If you planted a yew tree now, it could be still be growing sometime in 3014. The incredible long life of the yew tree has earned it a special place in hearts of druids being used to represent the everlasting nature of the world and life. Christians borrowed this symbol and today the Yew tree can be found in many graveyards. Indeed, it may be possible that sites for monasteries were chosen where a Yew tree already existed.
The yew (iúr in Irish) tree is an evergreen conifer that grows to approx. 20m in height. Its dark green needles are odorless and the bark has a dark brown thick, scaly surface.
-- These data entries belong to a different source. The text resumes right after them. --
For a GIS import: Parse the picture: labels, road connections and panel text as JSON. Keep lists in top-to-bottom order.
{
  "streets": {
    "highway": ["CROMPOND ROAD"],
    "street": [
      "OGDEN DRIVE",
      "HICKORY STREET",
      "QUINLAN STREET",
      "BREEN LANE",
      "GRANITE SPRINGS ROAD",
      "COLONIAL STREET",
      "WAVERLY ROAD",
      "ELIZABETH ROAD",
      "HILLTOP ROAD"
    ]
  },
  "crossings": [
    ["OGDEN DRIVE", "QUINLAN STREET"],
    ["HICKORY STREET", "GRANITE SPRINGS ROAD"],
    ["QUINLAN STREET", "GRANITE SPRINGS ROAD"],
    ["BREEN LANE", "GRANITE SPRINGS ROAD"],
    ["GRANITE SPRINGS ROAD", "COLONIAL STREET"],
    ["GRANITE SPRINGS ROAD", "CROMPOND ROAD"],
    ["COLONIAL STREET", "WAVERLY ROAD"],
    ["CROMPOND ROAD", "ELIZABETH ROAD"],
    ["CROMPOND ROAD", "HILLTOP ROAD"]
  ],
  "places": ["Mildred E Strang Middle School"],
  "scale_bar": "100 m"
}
Much of the tree is toxic (except the fruit for birds, but even the seed in the fruit is toxic) and a clear space often surrounds Yew trees due to its thick foliage blocking out light and its toxicity – which would have made them perfect places for graveyards!
There are many places in Ireland that derive their name from the Yew tree. ‘Youghal’ (in Co. Cork) is an english translation of the work ‘Eochaill’ meaning ‘Yew Woods’ which were once abundant in the area. The yew tree is one of the native trees of Ireland.
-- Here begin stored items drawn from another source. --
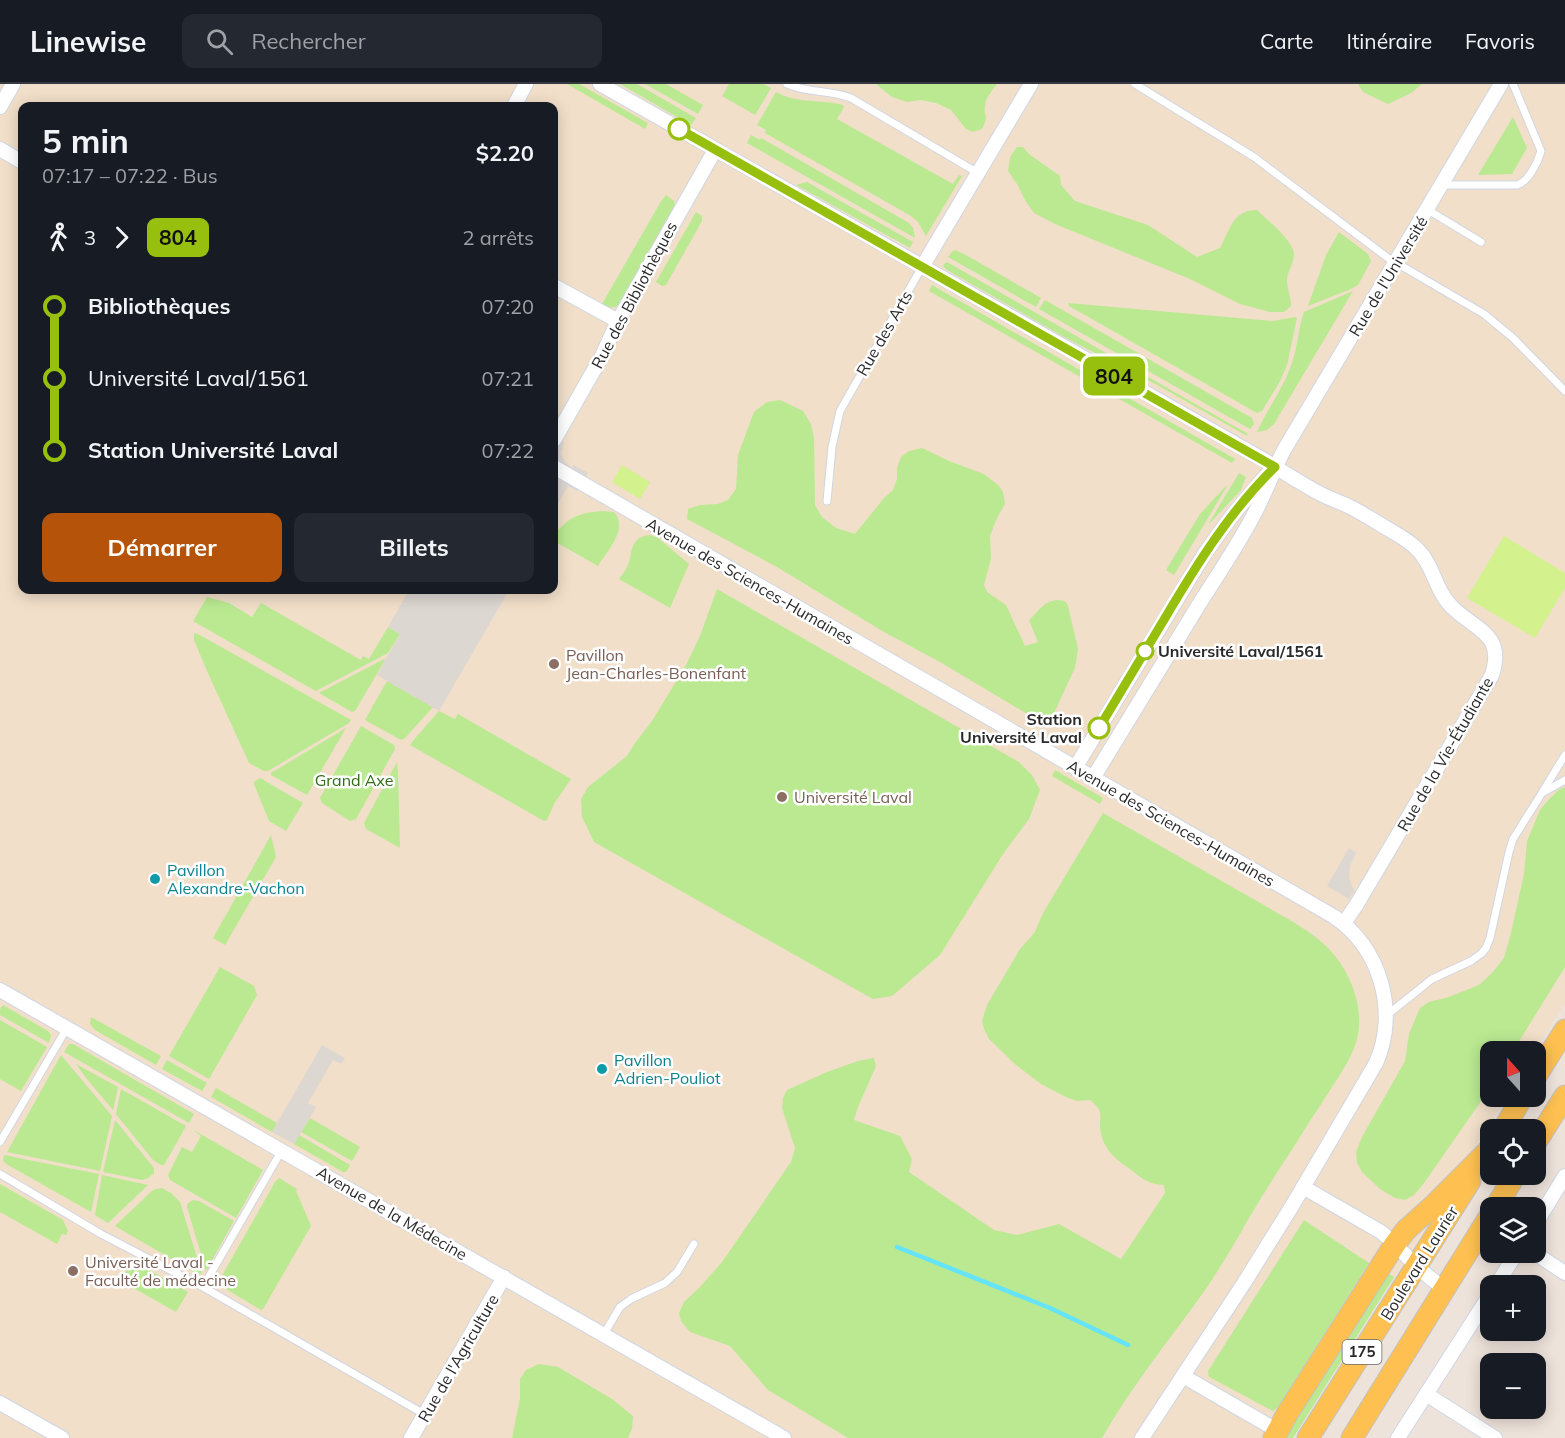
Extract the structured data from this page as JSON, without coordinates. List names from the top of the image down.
{
  "streets": {
    "main road": ["Boulevard Laurier", "175"],
    "street": [
      "Rue de l'Université",
      "Rue des Bibliothèques",
      "Rue des Arts",
      "Avenue des Sciences-Humaines",
      "Rue de la Vie-Étudiante",
      "Avenue de la Médecine",
      "Rue de l'Agriculture"
    ]
  },
  "crossings": [
    ["Rue de l'Université", "Avenue des Sciences-Humaines"],
    ["Rue de l'Université", "Rue de la Vie-Étudiante"],
    ["Rue des Bibliothèques", "Rue de la Vie-Étudiante"],
    ["Rue des Arts", "Rue de la Vie-Étudiante"],
    ["Avenue des Sciences-Humaines", "Rue de la Vie-Étudiante"],
    ["Avenue de la Médecine", "Rue de l'Agriculture"]
  ],
  "parks": ["Grand Axe"],
  "places": [
    "Université Laval/1561",
    "Pavillon Jean-Charles-Bonenfant",
    "Station Université Laval",
    "Université Laval",
    "Pavillon Alexandre-Vachon",
    "Pavillon Adrien-Pouliot",
    "Université Laval - Faculté de médecine"
  ],
  "lines": ["bus line 804"],
  "north": "top",
  "page": {
    "header": "Linewise",
    "search": "Rechercher",
    "nav": ["Carte", "Itinéraire", "Favoris"],
    "on_map": "804",
    "heading": ["5 min", "07:17 – 07:22 · Bus", "$2.20"],
    "legs": ["3", "804", "2 arrêts"],
    "list": [
      {
        "name": "Bibliothèques",
        "value": "07:20"
      },
      {
        "name": "Université Laval/1561",
        "value": "07:21"
      },
      {
        "name": "Station Université Laval",
        "value": "07:22"
      }
    ],
    "buttons": ["Démarrer", "Billets"],
    "map_buttons": ["+", "−"]
  }
}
The long life of the yew tree is credited to its slow growth and its ability to put down new shoots as the tree gets older. These new shoots thicken over time and form a ‘buttress’ around the old trunk – thus when the old trunk withers the new outer trunk is able to support the tree. It is for this reason that many old yew trees are hollow on the inside but perfectly healthy. Even when the core of the tree is rotting, the tree will put down new shoots so that it regenerates into new growth.
With its unique ability to almost recycle itself, it is easy to see why the yew tree became a symbol of everlasting life, growth and immortality. It is also commonly depicted in images of the Tree of Life.
Druids used Yew for their wands, oak and apple also being used. It may have been common to carve ogham letters into yew sticks for use in magical ceremonies or rituals.